Kapazitätsgrenze naht: Komplexe Herausforderungen für Pflegeimmobilien
Gründe dafür, dass niemand diese Grenze ganz genau kennt, gibt es einige. Eine rein statistische Auslastung der mehr als 15.000 Pflegeeinrichtungen in Deutschland von 90,6 Prozent klingt auf den ersten Blick beruhigend. Doch Christian Möhrke weist darauf hin, dass nicht alle gemeldeten Plätze auch belegt werden könnten: „In vielen Einrichtungen aus den 1980er- und 1990er-Jahren gibt es noch Zweibettzimmer. Das galt früher als angemessen, heute ist es für viele Betroffene und ihre Familien ein Ausschlusskriterium. Einige Bundesländer schreiben bereits die generelle Einzelbelegung vor.“
Die gesellschaftlichen Ansprüche an die Pflege- und Lebensqualität in den Einrichtungen seien glücklicherweise gestiegen, doch für die Bedarfsberechnung führe dies zu einem Problem. „Je nach Region ist die tatsächliche Nachfrage schon heute sehr viel höher als das Angebot“, weiß Christian Möhrke aus seinen Gesprächen mit Betreibern und Kommunalpolitikern.
Erschwerend wirkt aus Sicht des Cureus-COO die Komplexität des Marktes. Zwar haben sich Gesundheitsimmobilien in den vergangenen Jahren nach Einschätzung vieler Experten inzwischen zur vollwertigen Assetklasse entwickelt – nationale und internationale Investoren haben sie für sich entdeckt, das Transaktionsvolumen verzehnfachte sich zwischen 2010 und 2020 auf fast 3,5 Milliarden Euro. Trotz der damit einhergehenden Professionalisierung ist der Markt jedoch weiterhin großenteils intransparent, denn verlässliche Statistiken über den Bedarf, den Immobilienbestand und geplante Neubauten sind schwierig zu bekommen.

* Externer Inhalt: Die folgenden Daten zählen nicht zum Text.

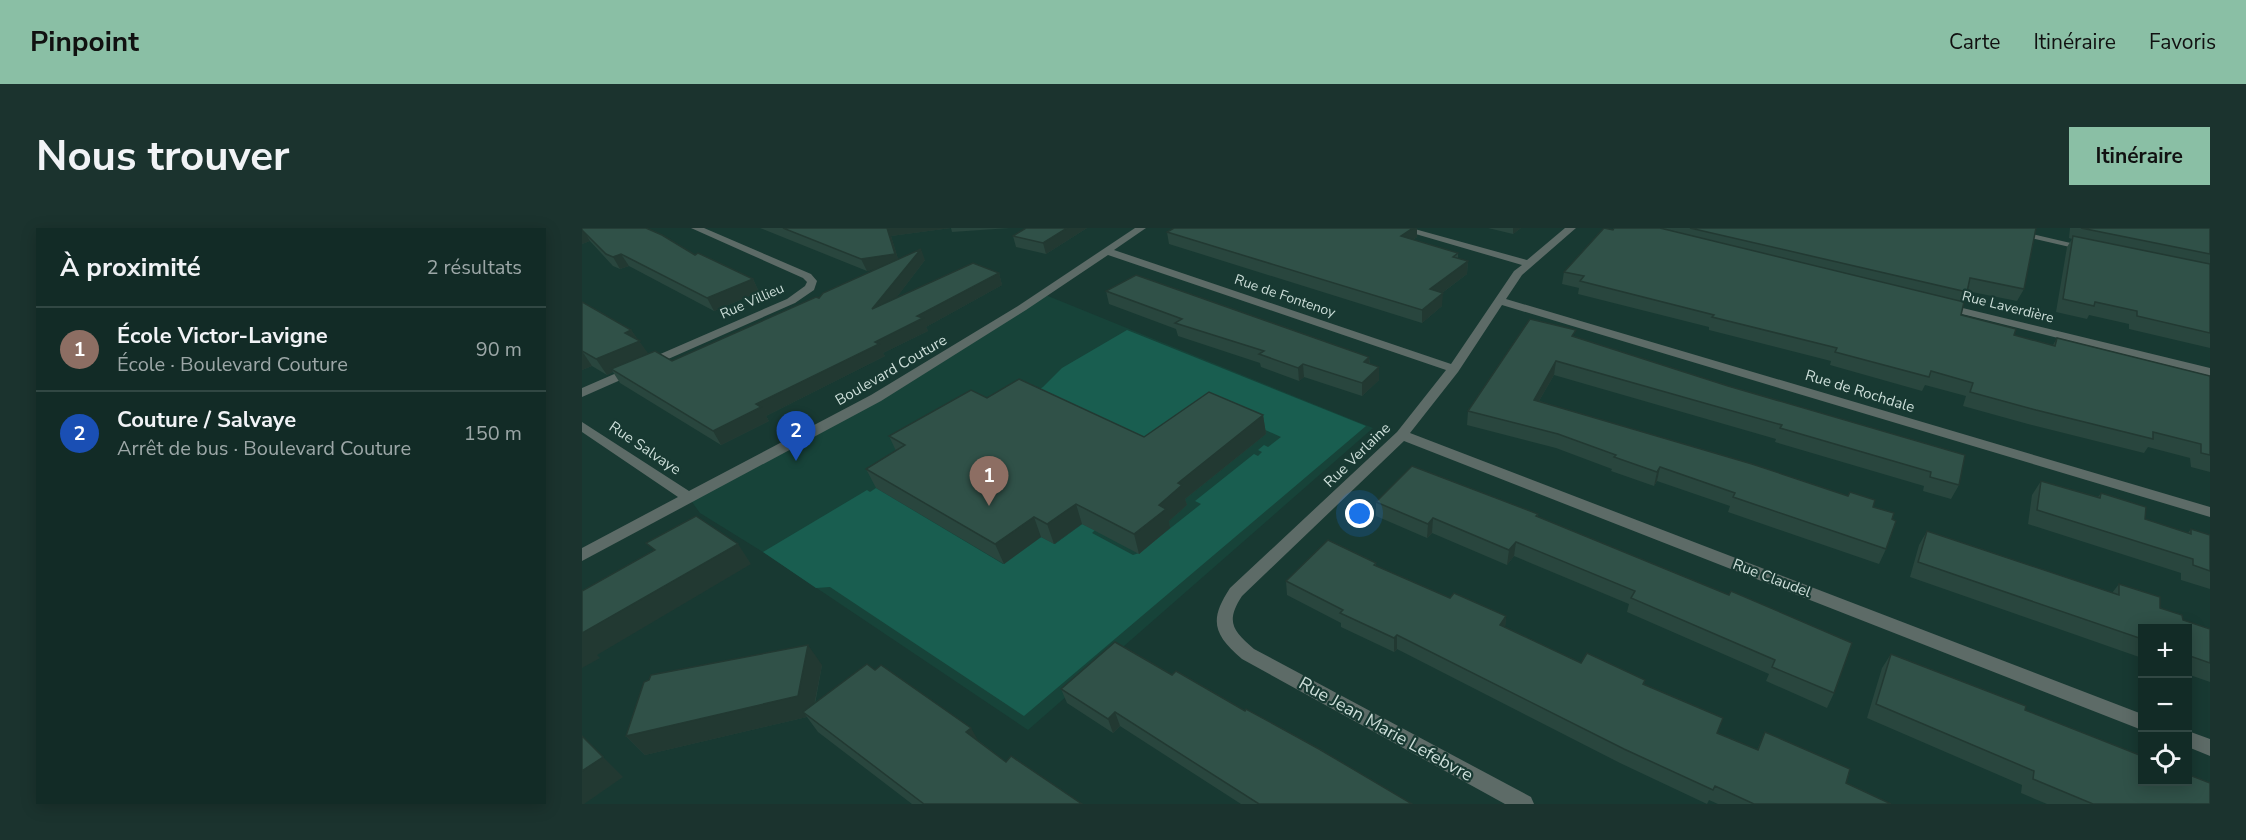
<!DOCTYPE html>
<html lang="fr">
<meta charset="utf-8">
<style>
:root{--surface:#122b26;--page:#1b332e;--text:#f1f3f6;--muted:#9ca7a7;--line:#314743;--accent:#8abfa5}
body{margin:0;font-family:"Nunito Sans",sans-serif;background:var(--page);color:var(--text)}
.controls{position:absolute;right:18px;bottom:18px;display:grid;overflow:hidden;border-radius:0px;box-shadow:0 3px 15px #0003}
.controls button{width:54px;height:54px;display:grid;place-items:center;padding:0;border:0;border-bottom:2px solid var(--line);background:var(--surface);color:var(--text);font:30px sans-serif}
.you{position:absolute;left:778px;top:286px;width:21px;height:21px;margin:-15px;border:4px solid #fff;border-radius:50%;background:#1a73e8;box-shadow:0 0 0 9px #1a73e833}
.badge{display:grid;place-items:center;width:39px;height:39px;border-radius:50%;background:var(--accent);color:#fff;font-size:20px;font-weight:700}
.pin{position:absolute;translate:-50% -50px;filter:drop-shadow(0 2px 3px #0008)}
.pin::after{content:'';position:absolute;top:32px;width:21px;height:18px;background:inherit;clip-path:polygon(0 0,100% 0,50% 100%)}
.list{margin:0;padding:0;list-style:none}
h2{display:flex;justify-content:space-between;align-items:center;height:78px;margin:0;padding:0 24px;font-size:26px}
h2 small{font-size:20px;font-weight:400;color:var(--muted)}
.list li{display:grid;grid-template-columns:39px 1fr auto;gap:18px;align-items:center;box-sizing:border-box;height:84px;padding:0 24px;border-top:2px solid var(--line)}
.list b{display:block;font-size:22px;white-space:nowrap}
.list p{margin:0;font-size:20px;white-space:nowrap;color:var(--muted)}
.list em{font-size:20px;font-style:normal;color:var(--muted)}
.icon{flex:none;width:33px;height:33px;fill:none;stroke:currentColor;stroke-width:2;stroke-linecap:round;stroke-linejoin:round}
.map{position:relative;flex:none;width:1628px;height:576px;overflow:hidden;border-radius:0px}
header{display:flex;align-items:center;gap:36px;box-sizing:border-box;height:84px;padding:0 30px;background:var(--accent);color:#111}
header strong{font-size:28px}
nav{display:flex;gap:33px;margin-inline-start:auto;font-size:21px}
.intro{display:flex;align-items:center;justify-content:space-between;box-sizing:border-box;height:144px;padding:0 36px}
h1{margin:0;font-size:42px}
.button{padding:15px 27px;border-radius:0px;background:var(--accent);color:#111;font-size:21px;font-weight:700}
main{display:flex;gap:36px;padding:0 36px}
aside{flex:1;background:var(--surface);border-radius:0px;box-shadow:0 3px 15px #0003}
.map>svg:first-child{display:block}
.built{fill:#174339}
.green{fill:#195e50}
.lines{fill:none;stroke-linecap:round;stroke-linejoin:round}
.minor{fill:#5d6b67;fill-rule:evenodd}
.wall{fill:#29463e}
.shaded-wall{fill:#223932}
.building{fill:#305148;stroke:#223932;stroke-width:1.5}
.labels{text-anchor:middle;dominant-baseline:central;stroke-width:4.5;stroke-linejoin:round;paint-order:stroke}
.far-street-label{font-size:14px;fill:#ccded9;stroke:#183932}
.street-label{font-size:15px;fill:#ccded9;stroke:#183932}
.near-street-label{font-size:18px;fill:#ccded9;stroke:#183932}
</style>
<header>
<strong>Pinpoint</strong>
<nav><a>Carte</a><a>Itinéraire</a><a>Favoris</a></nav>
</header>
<div class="intro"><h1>Nous trouver</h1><a class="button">Itinéraire</a></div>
<main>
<aside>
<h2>À proximité<small>2 résultats</small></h2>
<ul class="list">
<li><span class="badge" style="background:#8d6e63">1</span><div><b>École Victor-Lavigne</b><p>École · Boulevard Couture</p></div><em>90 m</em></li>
<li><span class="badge" style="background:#1a4fb4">2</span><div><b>Couture / Salvaye</b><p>Arrêt de bus · Boulevard Couture</p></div><em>150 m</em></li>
</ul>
</aside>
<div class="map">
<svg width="1628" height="576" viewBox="0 0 1628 576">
<rect width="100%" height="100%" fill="#183932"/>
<polygon class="built" points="461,66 791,200 446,502 181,324 118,285 107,270 211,217"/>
<polygon class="green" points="545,102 784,198 442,488 248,359 234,360 181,324 285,262 288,264 294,260 421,336 459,309 473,316 500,296 513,302 510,305 551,327 557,325 619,276 613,273 672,226 676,228 680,224 676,222 682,217 686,219 699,209 666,194 567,229 443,170 461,159 480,140"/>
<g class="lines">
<g class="minor">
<polygon points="109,0 122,0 229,46 235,53 232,62 213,75 0,169 0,160 205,71 223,58 225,54 221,50"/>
<path d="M553,0H564L532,22L869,136L932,43L940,37L813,0H829L945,32L983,0H994L940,47L924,71L1628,279V289L920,77L876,144L828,205L1560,486V502L822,213L660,368C643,394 651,403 672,421L949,569L952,576H923L660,431C631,406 627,392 648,360L815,204L864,142L526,27L444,82L299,173L0,333V320L96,269L0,204V194L107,263L289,167L436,78Z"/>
<polygon points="1406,0 1425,0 1510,20 1505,23"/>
<polygon points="1360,75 1628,140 1628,148 1356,80 1356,76"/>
<polygon points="1606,503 1628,511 1628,528 1606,519"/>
</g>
</g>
<g class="wall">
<polygon points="0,0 113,27 171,51 177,64 132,83 47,38 38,41 31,38 8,13 0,16"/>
<polygon points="178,0 428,0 370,4 369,0 309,8 316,31 343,32 314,70 417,45 420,57 344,99 346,103 301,125 303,128 184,188 187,193 139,217 38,155 31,144 25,147 10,138 0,142 0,74 49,102 66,126 90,133 237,70 293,41 285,43"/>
<polygon points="444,0 505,0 464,26 434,19 431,8"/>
<polygon points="906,0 939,0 931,6"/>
<polygon points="1032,0 1454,0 1442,61 1435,73 1385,63 1380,74 1379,87 1432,107 1471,117 1475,110 1628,148 1628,244 1609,239 1608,230 1566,219 1562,225 1446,196 1381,178 1384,168 1343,157 1340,163 1248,137 1249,133 1127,102 1127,99 996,66 997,60 980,56 982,44"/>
<polygon points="1488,0 1628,0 1628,120 1547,101 1547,96 1507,87 1505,91 1474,84 1485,19 1490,11 1487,10"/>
<polygon points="585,4 835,9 831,12 876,25 876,31 886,33 885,46 860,65 860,78 840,95 587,16"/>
<polygon points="524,63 787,129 788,136 797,152 780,168 722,149 717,153 679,139 678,135 596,108 594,101 527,76"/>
<polygon points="993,109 1146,158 1383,227 1377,257 1369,271 1341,263 1342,258 1193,214 1194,211 972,147 957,173 1291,279 1304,321 1297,336 1146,284 1148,278 1075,253 1072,258 1029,243 1030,241 974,220 885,197 886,183"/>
<polygon points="405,170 562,209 681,187 684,206 603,271 605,277 587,293 588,300 557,326 500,296 472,316 459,309 422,336 294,260 284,241 314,223 307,208"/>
<polygon points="1459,253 1516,269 1519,265 1563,291 1606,305 1609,301 1628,307 1628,361 1599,352 1599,345 1446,296 1450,267"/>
<polygon points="794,274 956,286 956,289 1252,465 1245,480 1184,453 1187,446 1045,384 1047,376 932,328 925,337 850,305 845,310 794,288"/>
<polygon points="1345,303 1530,365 1537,356 1601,392 1628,401 1628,454 1605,446 1605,400 1560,400 1560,430 1328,349 1337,317"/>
<polygon points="794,335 794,338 868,370 924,388 923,399 999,435 1063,452 1062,456 1135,505 1175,522 1183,504 1264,555 1309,576 1136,576 1127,572 1125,576 1038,535 815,421 812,424 759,399 759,395 705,367 704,353"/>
<polygon points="1309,426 1443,482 1628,576 1465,576 1439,565 1440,557 1285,490 1300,440"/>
<polygon points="240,437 233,476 397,513 424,534 500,576 330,576 236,504 225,489 63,527 44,508"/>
<polygon points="590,447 663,483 830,576 659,576 538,498 531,505 485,475 479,461"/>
</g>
<g class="shaded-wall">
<polygon points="305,0 369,0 309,8 318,37 285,43 279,31"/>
<polygon points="485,0 505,0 464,26 461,15"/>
<polygon points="831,0 835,0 835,9 819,20 819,8"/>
<polygon points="931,0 939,0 931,6"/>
<polygon points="1,1 8,13 0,16 0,2"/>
<polygon points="339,21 343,32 296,94 290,81"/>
<polygon points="39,26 47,38 38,41 31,29"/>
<polygon points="886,33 885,46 848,74 848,61"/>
<polygon points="417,45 420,57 344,99 346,103 301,125 303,128 184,188 187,193 139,217 131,203 174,176 293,114 335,88"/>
<polygon points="171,51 177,64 132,83 125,70"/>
<polygon points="861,65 860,78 840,95 840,82"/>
<polygon points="49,102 68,128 29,141 31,144 25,147 14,131 43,105"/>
<polygon points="0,123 10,138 0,142"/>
<polygon points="787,129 788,142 782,134"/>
<polygon points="974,133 972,147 950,185 952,172"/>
<polygon points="721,136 722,149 717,153 716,140"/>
<polygon points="797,139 797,152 780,168 780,155"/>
<polygon points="681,187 684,206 603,271 605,277 587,293 588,300 557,326 552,306 596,255"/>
<polygon points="1078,239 1075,253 1072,258 1075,244"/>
<polygon points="494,276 500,296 472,316 465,296"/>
<polygon points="452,289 459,309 422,336 413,316"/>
<polygon points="851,290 850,305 845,310 846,296"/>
<polygon points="934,314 932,328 925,337 927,322"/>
<polygon points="156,316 169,336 15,427 18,430 0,440 0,405"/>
<polygon points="924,388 923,403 918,397"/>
<polygon points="815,407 815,421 812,424 812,410"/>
<polygon points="226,417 240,437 230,488 221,484 225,489 63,527 44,508"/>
<polygon points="533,484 538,498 531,505 526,491"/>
<polygon points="389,500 400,519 384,504"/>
<polygon points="0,508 41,549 2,576 0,576"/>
</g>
<g class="building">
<polygon points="0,0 64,0 80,7 113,27 116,25 171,51 125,70 39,26 31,29 24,26 0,2"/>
<polygon points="201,0 305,0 313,26 279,31"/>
<polygon points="444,0 485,0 461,15 431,8"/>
<polygon points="592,0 831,0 819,8 876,25 871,29 886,33 848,61 861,65 840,82 585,4"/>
<polygon points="1022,0 1031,2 1032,0 1078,0 1382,74 1379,87 1434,101 1432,107 1473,118 1475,110 1628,148 1628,227 1619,225 1619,216 1571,204 1571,211 1454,182 1388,164 1391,155 1349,143 1347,149 1253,124 1255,120 1130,89 1132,87 998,53 1002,48 982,44"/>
<polygon points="1108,0 1454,0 1442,61 1388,50 1385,64"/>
<polygon points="1499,0 1628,0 1628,26"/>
<polygon points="1491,8 1628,36 1628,105 1555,88 1555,83 1513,74 1512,78 1481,71"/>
<polygon points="339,21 290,81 391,35 417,45 335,88 341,90 293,114 297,116 174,176 179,179 131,203 29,141 73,123 90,133 234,69 237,70 241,65"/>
<polygon points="554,47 787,129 782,134 797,139 780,155 721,136 716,140 677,126 682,123 593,95 600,91 524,63"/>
<polygon points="0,74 49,102 43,105 58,113 14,131 0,123"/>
<polygon points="948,91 994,102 990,108 1146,158 1383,227 1377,257 1348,249 1349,244 1198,200 1200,197 974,133 952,172 1170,236 1266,268 1268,264 1293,272 1291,279 1312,285 1310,291 1314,293 1304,321 1151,269 1153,265 1078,239 1075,244 1032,229 1034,227 976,206 886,183"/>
<polygon points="437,151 562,209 627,164 681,187 596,255 600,257 577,277 584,281 552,306 494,276 465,296 452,289 413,316 284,241 323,217 307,208 389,162 405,170"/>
<polygon points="830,238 956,286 954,288 1147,367 1149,363 1270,415 1252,465 1190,439 1193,432 1049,370 1053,363 934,314 927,322 851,290 846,296 794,274"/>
<polygon points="1459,253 1518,270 1519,265 1564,279 1563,291 1609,306 1609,301 1628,307 1628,343 1611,337 1611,331 1455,282"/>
<polygon points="114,288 156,316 0,405 0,363 73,322 64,315"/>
<polygon points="1345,303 1537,367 1537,356 1578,369 1578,380 1600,387 1601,392 1628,401 1628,435 1605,427 1605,400 1560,400 1560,411 1336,334"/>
<polygon points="746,312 794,335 792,337 868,370 872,365 924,388 918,397 999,435 1005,425 1063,452 1061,456 1141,490 1135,505 1176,522 1183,504 1268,541 1264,555 1309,576 1172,576 1133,558 1131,562 1042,521 815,407 812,410 758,385 761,382 704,353"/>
<polygon points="533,414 590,447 594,443 663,483 664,481 737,521 830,576 677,576 533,484 526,491 479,461"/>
<polygon points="226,417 216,468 44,508 62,454 67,452 69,447"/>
<polygon points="1309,426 1444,478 1443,482 1560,528 1560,554 1605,554 1605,546 1628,555 1628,576 1511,576 1451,551 1452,543 1294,476"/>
<polygon points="285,436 293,442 299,437 389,500 384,504 424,534 429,528 500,576 342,576 221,484"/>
<polygon points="0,508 21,529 0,543"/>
</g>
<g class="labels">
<g class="far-street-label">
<text transform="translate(703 68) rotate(19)">Rue de Fontenoy</text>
<text transform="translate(170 73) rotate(-24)">Rue Villieu</text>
<text transform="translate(1426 79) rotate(14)">Rue Laverdière</text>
</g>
<g class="street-label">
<text transform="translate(309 142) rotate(-30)">Boulevard Couture</text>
<text transform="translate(1278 163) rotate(17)">Rue de Rochdale</text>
<text transform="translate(63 220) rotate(34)">Rue Salvaye</text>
<text transform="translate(775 227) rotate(-44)">Rue Verlaine</text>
<text transform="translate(1190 350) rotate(21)">Rue Claudel</text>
</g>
<g class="near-street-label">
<text transform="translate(804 501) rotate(29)">Rue Jean Marie Lefebvre</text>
</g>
</g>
</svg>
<div class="controls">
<button>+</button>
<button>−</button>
<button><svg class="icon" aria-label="locate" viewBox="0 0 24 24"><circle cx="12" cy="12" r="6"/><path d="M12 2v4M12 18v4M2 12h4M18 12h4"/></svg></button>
</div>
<div class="you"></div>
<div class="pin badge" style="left:407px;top:278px;background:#8d6e63">1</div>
<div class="pin badge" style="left:214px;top:233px;background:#1a4fb4">2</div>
</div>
</main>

Zudem sorgt der Föderalismus mit 16 verschiedenen Regelwerken in den Bundesländern dafür, dass bundesweit agierende Bauherren ihr Konzept für jeden Neubau mit hohem Aufwand an den Standort anpassen müssen. Die wirtschaftliche Situation vieler Betreiber, die stark von staatlicher Regulierung und der gesetzlichen Pflegeversicherung abhängt, ist ein zusätzlicher permanenter Unsicherheitsfaktor.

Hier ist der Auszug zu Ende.